> _PROVIDED RECORDS_
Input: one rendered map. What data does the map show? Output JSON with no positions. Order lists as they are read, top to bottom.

==

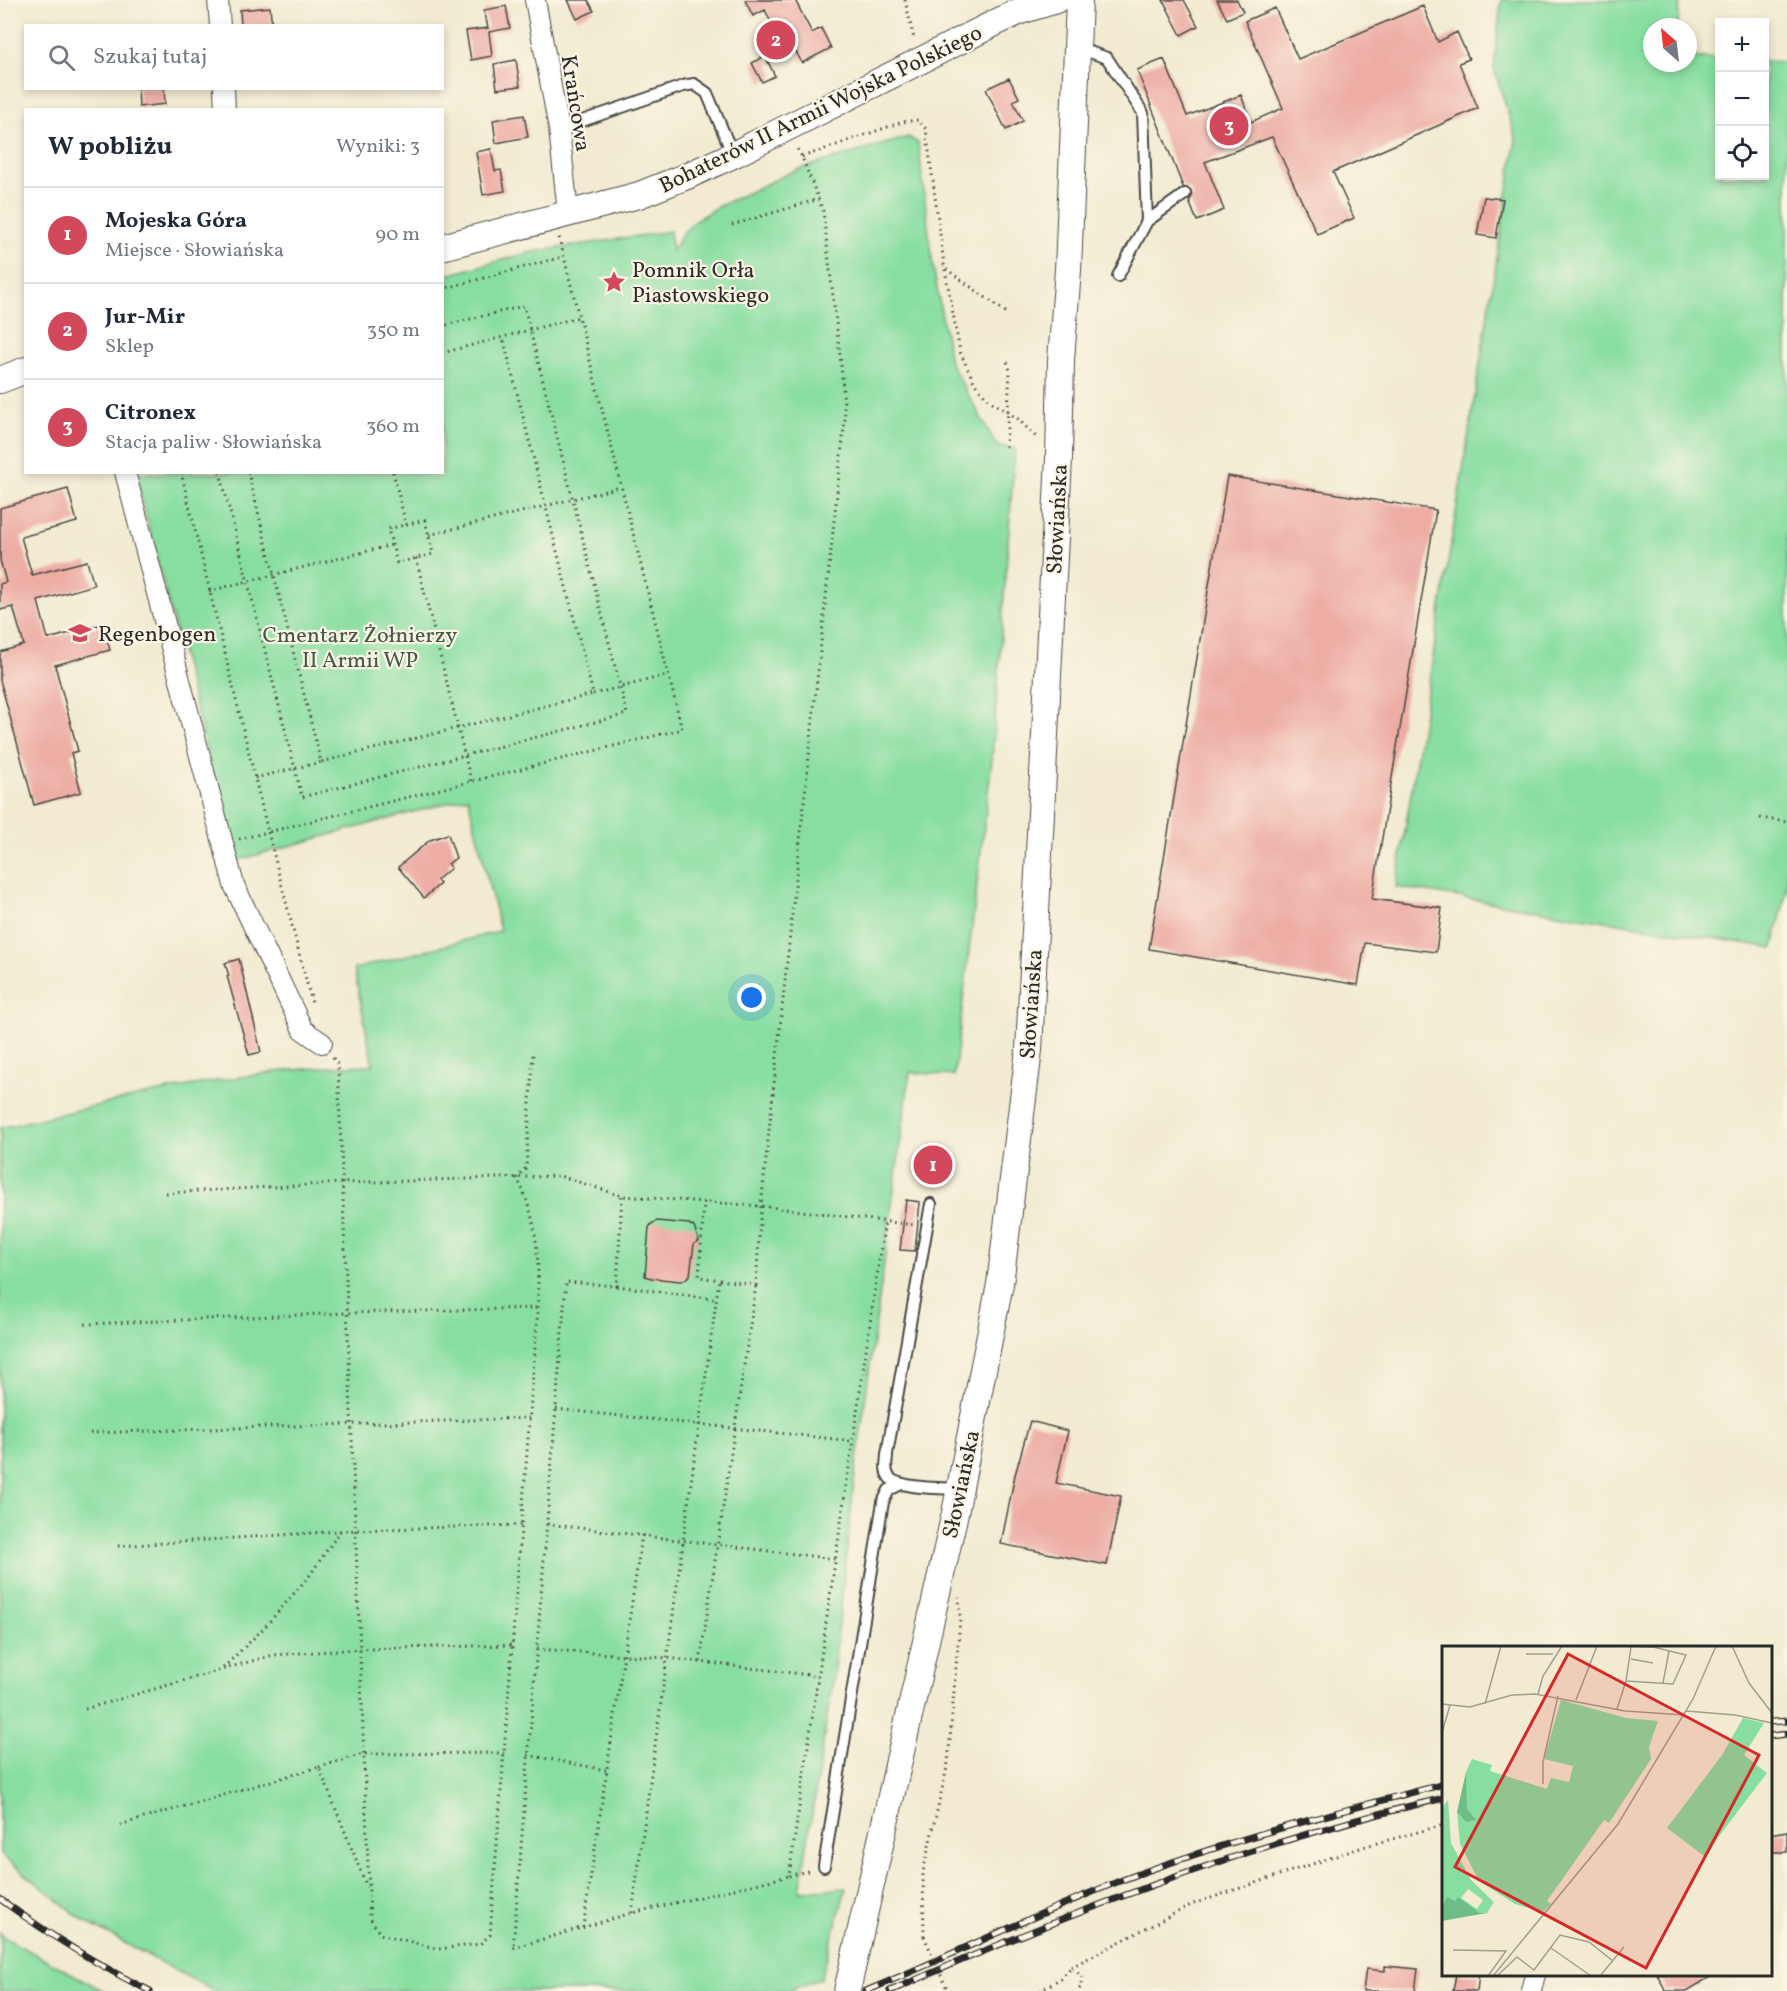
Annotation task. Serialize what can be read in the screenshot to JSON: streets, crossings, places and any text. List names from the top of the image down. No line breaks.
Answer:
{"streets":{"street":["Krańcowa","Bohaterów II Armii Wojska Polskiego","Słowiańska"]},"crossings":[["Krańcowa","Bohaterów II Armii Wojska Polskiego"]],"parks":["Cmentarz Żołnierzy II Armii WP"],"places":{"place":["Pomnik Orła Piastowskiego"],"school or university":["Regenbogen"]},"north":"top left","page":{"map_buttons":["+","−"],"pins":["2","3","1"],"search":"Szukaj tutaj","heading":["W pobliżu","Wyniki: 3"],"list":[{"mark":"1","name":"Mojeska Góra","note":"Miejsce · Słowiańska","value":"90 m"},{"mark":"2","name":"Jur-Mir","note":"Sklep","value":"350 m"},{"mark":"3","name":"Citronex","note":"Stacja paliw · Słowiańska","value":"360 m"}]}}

* * *

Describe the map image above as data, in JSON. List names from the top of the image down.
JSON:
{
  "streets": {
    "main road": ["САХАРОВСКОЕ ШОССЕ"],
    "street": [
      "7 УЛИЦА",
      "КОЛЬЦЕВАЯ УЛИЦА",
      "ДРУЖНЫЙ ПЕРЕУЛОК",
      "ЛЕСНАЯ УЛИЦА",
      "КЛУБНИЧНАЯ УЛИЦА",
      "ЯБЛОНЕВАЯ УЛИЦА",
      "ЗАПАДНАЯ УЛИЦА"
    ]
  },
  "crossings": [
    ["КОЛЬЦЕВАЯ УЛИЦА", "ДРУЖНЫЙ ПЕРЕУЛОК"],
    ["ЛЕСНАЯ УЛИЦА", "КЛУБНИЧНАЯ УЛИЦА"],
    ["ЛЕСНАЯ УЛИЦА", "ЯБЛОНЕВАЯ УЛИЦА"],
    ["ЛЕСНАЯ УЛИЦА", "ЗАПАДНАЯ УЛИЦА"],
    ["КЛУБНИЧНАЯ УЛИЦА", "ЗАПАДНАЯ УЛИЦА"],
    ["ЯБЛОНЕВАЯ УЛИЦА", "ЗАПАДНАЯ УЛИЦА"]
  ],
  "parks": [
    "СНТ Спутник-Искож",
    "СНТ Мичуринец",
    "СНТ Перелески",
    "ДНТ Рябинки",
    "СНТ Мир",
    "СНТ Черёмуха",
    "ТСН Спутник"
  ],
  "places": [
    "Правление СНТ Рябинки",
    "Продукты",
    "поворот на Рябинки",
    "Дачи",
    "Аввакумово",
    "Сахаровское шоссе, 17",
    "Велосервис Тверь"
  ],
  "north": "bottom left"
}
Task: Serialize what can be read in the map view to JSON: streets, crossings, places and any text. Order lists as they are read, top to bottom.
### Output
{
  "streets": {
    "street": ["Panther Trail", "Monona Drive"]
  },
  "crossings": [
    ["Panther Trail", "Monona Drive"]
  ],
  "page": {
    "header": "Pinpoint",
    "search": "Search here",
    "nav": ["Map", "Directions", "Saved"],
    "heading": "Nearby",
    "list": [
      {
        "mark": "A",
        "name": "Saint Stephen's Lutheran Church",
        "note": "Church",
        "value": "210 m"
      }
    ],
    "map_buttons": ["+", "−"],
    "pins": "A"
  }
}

> _EXERCISE_
Only lines holding the word "they" are wanted, so copy each of them from the records above.

> _REPLY TO THE TASK_
Input: one rendered map. What data does the map show? Output JSON with no positions. Order lists as they are read, top to bottom.
Task: Serialize what can be read in the map view to JSON: streets, crossings, places and any text. Order lists as they are read, top to bottom.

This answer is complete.